Gurken – sogar noch Bio-Gurken! – in klebrigen Plastikverpackungen? Hoffentlich gehört diese Zeit bald der Vergangenheit an, denn schließlich besitzt das leckere Gemüse eine genügend resistente Schale, um damit vom Feld bis auf den Teller zu gelangen. Der Umwelt-Fauxpas wird nur deshalb »nötig«, weil Hersteller und Supermärkte ihre Produkte etikettieren möchten. Das geht nun zum Glück viel umweltschonender!

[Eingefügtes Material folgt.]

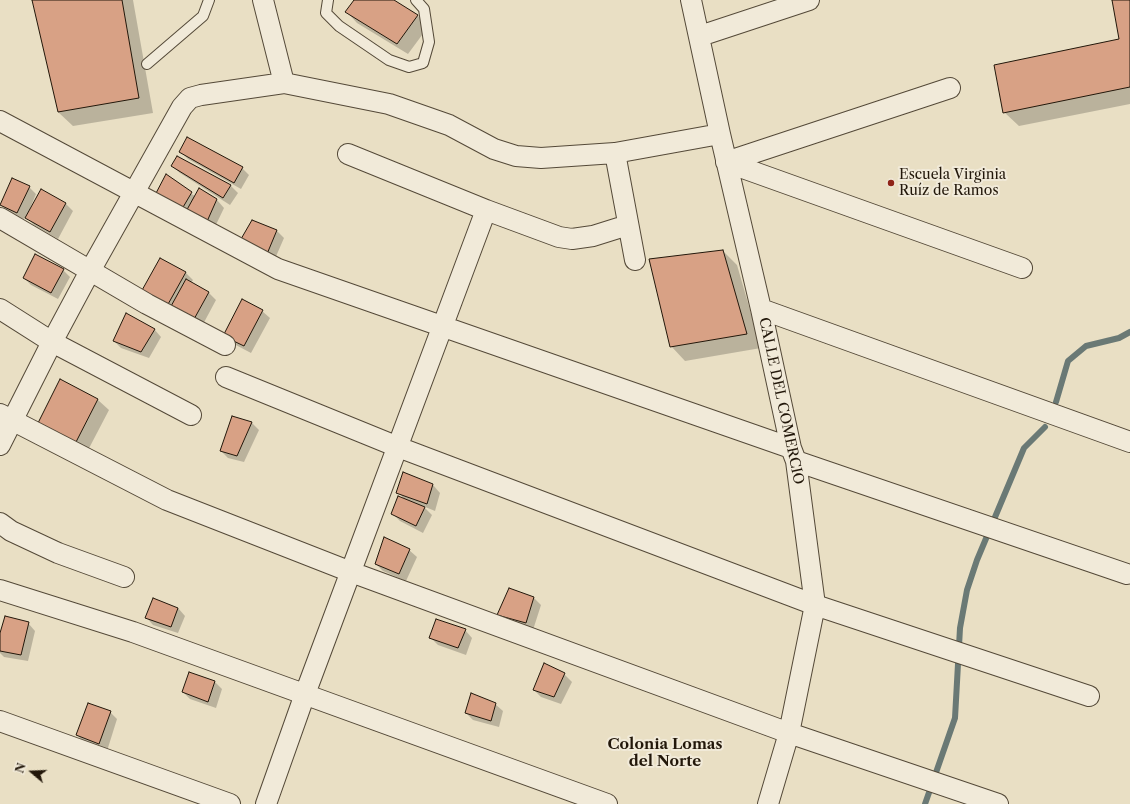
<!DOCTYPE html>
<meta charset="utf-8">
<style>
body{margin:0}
#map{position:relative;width:1130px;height:804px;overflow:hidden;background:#e9dfc4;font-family:"Libre Caslon Text",serif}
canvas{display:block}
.north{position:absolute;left:12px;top:752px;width:40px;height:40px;-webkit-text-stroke:3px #f1ead9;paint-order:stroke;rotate:289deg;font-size:11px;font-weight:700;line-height:16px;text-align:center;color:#22170a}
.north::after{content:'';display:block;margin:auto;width:14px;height:18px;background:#22170a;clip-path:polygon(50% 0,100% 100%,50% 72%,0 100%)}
</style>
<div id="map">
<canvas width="1130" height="804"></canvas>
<div class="north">N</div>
</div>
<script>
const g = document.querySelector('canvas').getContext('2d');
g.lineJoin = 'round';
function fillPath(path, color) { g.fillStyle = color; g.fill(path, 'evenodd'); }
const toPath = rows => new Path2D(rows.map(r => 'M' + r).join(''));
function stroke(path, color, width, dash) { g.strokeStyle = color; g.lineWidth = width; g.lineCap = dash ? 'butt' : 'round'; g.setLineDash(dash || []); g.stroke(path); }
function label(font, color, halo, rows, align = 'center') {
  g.font = font + ' "Libre Caslon Text",serif'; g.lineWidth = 4; g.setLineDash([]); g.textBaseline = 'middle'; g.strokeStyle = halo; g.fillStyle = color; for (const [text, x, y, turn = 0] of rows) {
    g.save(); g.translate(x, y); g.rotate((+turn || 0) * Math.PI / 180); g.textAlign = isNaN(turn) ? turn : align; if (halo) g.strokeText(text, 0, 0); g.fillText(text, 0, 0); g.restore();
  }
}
const shadow = toPath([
 [33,0,133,0,153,113,73,126,58,112],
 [355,0,392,0,418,16,428,27,408,54,357,23,347,12],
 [1113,0,1130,0,1130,104,1019,126,1004,112,1120,40],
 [181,152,242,168,249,175,241,189,188,159],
 [178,157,231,186,238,193,230,205,180,173,172,166],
 [166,176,196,197,200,190,217,200,224,208,212,233,188,217],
 [29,187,36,194,29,211,30,211,42,191,66,204,73,211,58,239,34,225,26,217,24,219,8,212,1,205],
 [276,230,284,238,274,261,250,246],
 [723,251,737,265,761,348,685,361,671,346],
 [161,259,186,273,193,280,191,283,209,293,216,300,201,328,150,299],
 [63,270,70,277,58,299,31,285,24,278],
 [262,311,270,318,251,353,232,343],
 [154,329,161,337,149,358,121,348,114,341],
 [60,380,98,400,109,410,86,454,49,435],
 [232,417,252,423,259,430,244,462,228,458,221,451],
 [404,473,433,485,440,493,435,511,423,506,432,515,423,533,400,521,393,514,406,501,398,492],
 [409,550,417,557,406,581,383,571,376,564],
 [510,590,534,598,541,605,533,630,506,622,498,615],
 [178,608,185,616,178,633,153,625,146,617],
 [28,623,35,631,28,661,4,657,0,653,0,637],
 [465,630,472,638,466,655,438,645,431,638],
 [190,673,215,682,222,689,216,708,190,699,183,692],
 [564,674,572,682,561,704,541,697,534,690],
 [495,704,503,711,499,727,473,720,466,713],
 [110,712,117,719,107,751,84,742,77,735]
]);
const stream = toPath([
 [1056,402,1068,361,1086,346,1119,338,1130,332],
 [925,804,955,718,960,628,967,590,977,560,1024,448,1045,427]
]);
const building = toPath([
 [32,0,122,0,139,98,58,112,32,0],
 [354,0,394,0,418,15,397,44,345,12,354,0],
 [1112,0,1130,0,1130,87,1003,113,994,65,1119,39,1112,0],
 [187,137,243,167,234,183,179,152,187,137],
 [177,156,231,185,223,198,171,166,177,156],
 [166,174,192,192,179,214,154,197,166,174],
 [12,178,30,186,17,213,0,205,12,178],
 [199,188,217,199,205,226,184,215,199,188],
 [41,189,66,203,50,232,25,218,41,189],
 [252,220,277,230,267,254,241,239,252,220],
 [723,250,747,334,670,347,649,259,723,250],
 [35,254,64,269,51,293,23,278,35,254],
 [160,258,186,272,167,306,141,292,160,258],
 [186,279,209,292,193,321,170,308,186,279],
 [242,299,263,310,244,346,223,336,242,299],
 [126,313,155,329,141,352,113,341,126,313],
 [60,379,98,399,75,444,37,425,60,379],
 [232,416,252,422,237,456,220,451,232,416],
 [403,472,433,484,427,504,396,493,403,472],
 [398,496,425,507,416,526,391,514,398,496],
 [384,537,410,549,399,574,375,564,384,537],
 [509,588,534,597,526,623,497,615,509,588],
 [153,598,178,608,171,627,145,618,153,598],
 [5,616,29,622,21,655,0,651,0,633,5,616],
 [436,619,466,629,458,648,429,638,436,619],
 [544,663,565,673,554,697,533,690,544,663],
 [189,672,215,681,208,702,182,692,189,672],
 [471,693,496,703,491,721,465,713,471,693],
 [88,703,111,711,99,744,76,735,88,703]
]);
const lane = toPath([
 [328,0,326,13,339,26,389,60,409,67,423,63,429,42,424,9,416,0],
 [147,64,203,16,209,0]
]);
const street = toPath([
 [263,0,284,83],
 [691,0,720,134,761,309,791,448,796,461,815,605,789,733,768,804],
 [700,36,809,0],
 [0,121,278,269,791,448],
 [615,153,635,260],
 [726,162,1022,268],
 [726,162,950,88],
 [486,210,559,237,572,239,593,236,628,225],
 [0,218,147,304,225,345],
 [0,309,52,342,191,415],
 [761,309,1130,442],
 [226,377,398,447,815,605,1089,696],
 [0,414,167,500,351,572,789,733,998,804],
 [0,445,52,342,90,271,182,107,190,98,201,95,284,83,389,104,449,125,494,149,516,156,541,158,615,153,720,134],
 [796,461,1127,574],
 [0,523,11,531,58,553,124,577],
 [0,590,133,632,607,804],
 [0,721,230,804],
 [266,804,305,694,486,210,348,154]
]);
const markers = [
 [891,183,4,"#8f2418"]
];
const poiNames = [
 ["Escuela Virginia",899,175],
 ["Ruíz de Ramos",899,191]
];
const streetNames = [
 ["CALLE DEL COMERCIO",781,401,78]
];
const neighbourhoodNames = [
 ["Colonia Lomas",665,745],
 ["del Norte",665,762]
];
fillPath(shadow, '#0003');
stroke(stream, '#6a7975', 6);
fillPath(building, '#d8a185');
stroke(building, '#22170a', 1);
stroke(lane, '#544938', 12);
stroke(street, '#544938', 22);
stroke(lane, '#f1ead9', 10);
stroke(street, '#f1ead9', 20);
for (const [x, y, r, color] of markers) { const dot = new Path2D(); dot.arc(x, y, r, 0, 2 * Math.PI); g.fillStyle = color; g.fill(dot); stroke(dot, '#f1ead9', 1.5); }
label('14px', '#22170a', '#f1ead9', poiNames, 'left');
label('14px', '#22170a', '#f1ead9', streetNames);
label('bold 15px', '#22170a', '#f1ead9', neighbourhoodNames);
</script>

Gurken erhalten von der Natur eine praktische schützende Hülle, eine Plastikverpackung benötigen sie nicht!

»Natural Branding« als neuer Umwelt-Trend in den Discountern

Das »Natural Branding« greift allmählich um sich, jetzt hat es auch die Netto-Märkte erreicht: Ab sofort werden die Bio-Gurken dieser Supermarktkette nicht mehr in einer hässlichen Kunststoffhülle angeboten, sondern sie erhalten ein schickes Laser-Branding. Dabei wird nur die oberste Schicht der Schale mit den darin enthaltenen Pigmenten vom hochenergetischen Lichtstrahl berührt – und dabei entsteht eine Beschriftung, ein Logo oder was auch immer die Produzenten einbrennen möchten. Risiken und Nebenwirkungen sind bislang nicht bekannt, lassen sich aber als unwahrscheinlich bewerten. So gelingt die Etikettierung auf ganz neue Art! Im letzten Sommer hat Netto den Bio-Ingwer aus dem Plastik-Kokon befreit, und wenn jetzt auch die Gurken an der Reihe sind, spart der Supermarkt jedes Jahr sage und schreibe über 50 Tonnen Verpackungsfolie ein.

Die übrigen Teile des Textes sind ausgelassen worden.